[Stored data]
++++++++++++++++++++

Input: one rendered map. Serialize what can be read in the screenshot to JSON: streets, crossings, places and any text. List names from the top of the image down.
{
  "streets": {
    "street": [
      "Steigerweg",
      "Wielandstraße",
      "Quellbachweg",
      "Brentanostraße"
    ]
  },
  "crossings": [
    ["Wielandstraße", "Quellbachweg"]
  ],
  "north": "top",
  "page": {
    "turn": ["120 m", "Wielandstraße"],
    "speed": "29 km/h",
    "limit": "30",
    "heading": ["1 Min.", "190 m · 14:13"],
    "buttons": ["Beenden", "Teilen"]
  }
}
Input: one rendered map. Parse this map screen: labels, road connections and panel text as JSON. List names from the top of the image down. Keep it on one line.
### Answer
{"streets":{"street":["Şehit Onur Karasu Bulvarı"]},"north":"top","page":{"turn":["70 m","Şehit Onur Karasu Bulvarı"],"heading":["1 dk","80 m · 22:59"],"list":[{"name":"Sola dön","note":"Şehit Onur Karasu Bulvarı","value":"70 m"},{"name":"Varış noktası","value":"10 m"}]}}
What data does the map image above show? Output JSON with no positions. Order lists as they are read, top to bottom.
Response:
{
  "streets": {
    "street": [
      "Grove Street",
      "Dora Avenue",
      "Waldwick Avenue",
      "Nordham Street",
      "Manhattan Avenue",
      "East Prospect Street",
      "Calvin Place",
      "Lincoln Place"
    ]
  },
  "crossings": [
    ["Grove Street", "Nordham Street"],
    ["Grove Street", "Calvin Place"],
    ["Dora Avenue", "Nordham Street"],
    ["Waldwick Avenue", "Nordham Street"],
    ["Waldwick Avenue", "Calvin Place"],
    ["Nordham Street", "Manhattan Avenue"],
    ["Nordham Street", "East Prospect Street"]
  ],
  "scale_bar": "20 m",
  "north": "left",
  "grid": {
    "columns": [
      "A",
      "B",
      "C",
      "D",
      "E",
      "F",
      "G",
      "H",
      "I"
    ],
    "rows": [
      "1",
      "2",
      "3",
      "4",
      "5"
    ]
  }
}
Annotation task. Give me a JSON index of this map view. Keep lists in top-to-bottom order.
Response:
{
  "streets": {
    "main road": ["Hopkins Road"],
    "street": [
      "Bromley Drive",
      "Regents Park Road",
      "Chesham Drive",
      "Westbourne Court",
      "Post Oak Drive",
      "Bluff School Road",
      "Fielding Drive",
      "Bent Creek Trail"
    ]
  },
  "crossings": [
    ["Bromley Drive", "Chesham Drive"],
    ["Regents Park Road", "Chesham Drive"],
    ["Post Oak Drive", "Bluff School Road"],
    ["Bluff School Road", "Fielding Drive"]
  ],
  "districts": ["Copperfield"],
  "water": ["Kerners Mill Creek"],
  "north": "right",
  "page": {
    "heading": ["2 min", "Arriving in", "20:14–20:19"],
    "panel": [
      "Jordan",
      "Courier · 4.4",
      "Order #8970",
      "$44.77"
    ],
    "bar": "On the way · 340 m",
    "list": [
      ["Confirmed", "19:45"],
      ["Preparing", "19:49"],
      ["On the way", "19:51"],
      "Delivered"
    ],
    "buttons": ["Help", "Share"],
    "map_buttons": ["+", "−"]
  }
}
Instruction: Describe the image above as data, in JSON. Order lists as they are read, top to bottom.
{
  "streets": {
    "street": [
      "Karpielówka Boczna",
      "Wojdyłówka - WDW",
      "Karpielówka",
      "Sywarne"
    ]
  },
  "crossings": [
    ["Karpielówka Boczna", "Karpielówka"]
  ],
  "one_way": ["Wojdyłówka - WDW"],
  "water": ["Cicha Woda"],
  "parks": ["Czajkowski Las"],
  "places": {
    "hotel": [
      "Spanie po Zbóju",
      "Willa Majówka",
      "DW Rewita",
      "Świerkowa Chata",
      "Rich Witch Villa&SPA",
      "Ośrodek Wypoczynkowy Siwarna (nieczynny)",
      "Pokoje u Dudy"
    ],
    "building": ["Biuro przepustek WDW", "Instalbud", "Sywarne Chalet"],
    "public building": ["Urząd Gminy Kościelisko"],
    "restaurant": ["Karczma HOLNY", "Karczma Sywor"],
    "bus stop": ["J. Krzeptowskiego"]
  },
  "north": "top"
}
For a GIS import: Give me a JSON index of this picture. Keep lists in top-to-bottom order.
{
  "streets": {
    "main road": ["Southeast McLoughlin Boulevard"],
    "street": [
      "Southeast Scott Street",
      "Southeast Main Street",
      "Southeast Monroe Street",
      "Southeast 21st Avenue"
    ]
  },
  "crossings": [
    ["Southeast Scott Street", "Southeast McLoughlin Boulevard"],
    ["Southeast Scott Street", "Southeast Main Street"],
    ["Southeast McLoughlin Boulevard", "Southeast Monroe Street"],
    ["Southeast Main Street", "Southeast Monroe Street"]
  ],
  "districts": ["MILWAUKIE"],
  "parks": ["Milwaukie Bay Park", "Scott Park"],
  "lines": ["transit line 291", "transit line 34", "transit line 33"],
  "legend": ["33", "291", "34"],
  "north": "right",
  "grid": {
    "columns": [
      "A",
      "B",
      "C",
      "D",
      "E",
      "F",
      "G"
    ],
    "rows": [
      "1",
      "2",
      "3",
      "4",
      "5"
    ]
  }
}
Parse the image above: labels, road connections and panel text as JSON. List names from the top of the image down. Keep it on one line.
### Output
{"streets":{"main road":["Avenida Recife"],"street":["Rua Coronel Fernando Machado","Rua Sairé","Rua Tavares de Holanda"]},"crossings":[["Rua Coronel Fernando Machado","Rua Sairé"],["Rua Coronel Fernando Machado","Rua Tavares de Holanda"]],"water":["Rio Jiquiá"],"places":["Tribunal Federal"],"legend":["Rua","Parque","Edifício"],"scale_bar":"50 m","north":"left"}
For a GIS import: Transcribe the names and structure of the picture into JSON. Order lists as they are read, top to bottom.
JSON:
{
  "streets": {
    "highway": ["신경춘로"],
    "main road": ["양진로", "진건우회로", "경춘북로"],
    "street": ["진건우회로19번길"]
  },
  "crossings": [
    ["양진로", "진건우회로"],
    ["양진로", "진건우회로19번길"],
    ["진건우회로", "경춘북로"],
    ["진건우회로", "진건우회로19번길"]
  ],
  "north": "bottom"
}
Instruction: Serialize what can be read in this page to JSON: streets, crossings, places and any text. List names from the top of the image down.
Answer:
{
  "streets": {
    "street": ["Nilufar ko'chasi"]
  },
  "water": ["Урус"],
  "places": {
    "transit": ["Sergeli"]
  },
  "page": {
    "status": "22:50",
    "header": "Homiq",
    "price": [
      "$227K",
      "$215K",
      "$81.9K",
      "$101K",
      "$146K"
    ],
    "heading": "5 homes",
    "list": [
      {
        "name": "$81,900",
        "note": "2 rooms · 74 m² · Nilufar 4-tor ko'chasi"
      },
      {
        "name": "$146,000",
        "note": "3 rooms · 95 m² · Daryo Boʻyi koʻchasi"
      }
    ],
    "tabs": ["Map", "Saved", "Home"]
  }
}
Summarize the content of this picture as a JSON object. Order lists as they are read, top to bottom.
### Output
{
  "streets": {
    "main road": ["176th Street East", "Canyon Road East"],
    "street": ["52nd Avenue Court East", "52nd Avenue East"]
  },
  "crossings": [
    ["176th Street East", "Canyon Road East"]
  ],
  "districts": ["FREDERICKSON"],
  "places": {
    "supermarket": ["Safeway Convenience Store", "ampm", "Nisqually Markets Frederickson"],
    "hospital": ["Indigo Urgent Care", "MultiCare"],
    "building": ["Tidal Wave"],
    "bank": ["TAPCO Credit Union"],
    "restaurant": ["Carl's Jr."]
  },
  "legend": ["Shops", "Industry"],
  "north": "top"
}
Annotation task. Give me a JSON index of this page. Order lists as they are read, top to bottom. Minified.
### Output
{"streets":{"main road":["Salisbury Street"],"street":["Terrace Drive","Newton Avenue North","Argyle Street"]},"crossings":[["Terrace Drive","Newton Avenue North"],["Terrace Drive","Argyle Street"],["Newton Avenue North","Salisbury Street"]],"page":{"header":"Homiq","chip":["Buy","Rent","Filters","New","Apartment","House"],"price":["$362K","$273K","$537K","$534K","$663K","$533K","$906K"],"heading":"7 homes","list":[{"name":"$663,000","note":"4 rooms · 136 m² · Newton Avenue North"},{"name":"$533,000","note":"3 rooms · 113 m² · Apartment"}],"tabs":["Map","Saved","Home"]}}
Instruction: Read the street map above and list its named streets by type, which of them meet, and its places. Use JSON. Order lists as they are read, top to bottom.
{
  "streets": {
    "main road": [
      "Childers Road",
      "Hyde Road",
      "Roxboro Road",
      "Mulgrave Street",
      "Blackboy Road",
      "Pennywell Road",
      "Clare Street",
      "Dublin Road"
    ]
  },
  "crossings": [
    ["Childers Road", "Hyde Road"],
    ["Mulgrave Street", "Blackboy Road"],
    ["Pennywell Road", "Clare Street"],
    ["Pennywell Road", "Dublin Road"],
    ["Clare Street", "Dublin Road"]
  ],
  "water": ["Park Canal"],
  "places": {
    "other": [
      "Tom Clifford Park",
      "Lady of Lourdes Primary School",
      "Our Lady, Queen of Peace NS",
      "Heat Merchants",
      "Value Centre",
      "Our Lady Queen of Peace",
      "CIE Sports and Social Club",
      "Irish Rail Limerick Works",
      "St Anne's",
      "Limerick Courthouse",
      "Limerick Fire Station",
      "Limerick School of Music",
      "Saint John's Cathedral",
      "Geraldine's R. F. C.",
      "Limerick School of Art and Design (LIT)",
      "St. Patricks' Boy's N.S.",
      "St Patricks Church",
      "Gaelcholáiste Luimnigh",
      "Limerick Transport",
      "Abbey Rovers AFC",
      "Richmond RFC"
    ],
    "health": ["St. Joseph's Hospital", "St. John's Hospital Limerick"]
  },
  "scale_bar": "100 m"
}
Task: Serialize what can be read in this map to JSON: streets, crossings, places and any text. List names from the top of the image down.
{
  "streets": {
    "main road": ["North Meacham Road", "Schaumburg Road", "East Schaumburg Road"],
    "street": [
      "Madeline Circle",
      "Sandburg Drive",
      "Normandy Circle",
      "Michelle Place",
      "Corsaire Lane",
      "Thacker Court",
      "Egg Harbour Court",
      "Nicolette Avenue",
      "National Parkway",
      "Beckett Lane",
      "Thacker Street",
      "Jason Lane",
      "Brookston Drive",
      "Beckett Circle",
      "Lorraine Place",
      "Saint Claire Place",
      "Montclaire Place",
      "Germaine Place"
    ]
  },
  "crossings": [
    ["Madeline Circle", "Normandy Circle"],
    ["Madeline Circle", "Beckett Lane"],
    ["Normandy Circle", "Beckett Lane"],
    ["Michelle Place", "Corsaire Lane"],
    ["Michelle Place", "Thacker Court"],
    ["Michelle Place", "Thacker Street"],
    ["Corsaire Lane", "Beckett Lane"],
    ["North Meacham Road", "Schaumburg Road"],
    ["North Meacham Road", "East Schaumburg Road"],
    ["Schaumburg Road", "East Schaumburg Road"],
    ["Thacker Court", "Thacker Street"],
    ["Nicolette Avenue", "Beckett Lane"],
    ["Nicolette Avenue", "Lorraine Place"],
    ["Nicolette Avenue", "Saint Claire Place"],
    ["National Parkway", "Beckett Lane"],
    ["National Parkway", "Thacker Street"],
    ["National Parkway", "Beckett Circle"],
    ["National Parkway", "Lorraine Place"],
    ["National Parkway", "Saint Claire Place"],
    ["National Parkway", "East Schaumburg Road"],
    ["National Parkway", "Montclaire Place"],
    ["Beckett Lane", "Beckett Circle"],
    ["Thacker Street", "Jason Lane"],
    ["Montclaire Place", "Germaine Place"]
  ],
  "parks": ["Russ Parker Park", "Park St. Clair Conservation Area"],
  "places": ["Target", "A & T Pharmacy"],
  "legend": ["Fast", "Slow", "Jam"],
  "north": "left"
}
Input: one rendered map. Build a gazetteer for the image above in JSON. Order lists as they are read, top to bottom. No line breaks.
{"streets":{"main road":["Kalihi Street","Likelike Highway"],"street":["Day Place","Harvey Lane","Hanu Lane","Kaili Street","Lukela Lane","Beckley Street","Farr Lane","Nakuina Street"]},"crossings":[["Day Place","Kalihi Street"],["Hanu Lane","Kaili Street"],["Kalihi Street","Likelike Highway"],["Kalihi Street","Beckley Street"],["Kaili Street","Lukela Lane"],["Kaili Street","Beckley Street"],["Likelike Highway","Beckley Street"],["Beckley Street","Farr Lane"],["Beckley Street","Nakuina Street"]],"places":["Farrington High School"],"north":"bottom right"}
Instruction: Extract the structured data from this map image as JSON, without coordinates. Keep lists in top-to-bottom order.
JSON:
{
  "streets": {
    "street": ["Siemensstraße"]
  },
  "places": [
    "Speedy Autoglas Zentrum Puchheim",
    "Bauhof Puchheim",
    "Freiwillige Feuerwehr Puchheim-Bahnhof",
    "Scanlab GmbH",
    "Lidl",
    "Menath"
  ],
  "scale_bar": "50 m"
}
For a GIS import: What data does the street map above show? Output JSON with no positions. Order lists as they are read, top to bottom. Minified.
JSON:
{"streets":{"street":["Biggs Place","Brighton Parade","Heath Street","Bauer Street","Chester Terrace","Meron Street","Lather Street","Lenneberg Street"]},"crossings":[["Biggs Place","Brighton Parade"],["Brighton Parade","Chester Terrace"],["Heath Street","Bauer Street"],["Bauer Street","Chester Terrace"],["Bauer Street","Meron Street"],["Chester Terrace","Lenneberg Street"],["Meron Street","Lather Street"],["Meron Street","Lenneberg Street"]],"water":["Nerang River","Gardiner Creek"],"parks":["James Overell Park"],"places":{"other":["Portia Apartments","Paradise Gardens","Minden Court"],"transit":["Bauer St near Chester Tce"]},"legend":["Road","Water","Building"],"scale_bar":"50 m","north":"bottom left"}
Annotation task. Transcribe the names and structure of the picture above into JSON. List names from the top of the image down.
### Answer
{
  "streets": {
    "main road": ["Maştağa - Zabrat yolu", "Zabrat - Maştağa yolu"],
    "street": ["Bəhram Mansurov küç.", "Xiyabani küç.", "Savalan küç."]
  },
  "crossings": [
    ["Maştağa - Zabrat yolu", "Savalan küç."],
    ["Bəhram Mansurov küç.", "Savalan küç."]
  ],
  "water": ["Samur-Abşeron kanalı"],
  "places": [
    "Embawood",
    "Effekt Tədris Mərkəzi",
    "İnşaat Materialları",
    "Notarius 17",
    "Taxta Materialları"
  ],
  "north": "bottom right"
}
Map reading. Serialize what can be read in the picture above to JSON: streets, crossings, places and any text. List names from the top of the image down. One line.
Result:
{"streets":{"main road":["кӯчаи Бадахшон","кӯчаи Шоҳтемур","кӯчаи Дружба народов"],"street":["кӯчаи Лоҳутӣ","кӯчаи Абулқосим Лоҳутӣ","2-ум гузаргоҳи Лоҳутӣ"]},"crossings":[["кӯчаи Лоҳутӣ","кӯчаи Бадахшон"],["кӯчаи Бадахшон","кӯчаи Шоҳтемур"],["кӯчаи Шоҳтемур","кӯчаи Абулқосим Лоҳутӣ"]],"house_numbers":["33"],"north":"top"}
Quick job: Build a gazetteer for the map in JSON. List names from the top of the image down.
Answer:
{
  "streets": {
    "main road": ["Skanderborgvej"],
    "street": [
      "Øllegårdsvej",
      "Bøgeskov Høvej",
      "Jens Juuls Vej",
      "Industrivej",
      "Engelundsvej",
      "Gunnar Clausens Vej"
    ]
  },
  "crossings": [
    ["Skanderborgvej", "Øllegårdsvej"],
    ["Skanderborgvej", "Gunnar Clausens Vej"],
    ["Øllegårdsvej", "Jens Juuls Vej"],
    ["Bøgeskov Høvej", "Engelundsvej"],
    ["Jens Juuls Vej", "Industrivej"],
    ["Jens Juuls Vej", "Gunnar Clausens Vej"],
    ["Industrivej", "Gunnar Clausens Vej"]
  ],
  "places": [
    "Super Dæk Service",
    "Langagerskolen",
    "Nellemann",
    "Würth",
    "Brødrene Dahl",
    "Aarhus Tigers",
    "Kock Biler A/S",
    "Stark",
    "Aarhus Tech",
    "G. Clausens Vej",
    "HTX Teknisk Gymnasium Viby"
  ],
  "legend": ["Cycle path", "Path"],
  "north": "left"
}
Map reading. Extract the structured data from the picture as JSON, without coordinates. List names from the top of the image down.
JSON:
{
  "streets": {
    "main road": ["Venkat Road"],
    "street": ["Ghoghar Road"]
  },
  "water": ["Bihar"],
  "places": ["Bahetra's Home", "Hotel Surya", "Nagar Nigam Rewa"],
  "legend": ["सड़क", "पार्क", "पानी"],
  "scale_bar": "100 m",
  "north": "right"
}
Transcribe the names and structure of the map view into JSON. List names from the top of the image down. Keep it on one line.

++++++++++++++++++++

### WHAT YOU SHOULD DO
Search the records for the string "into" and report each line that has it.

### RESPONSE FOR THIS EXERCISE
For a GIS import: Transcribe the names and structure of the picture into JSON. Order lists as they are read, top to bottom.
Annotation task. Transcribe the names and structure of the picture above into JSON. List names from the top of the image down.
Transcribe the names and structure of the map view into JSON. List names from the top of the image down. Keep it on one line.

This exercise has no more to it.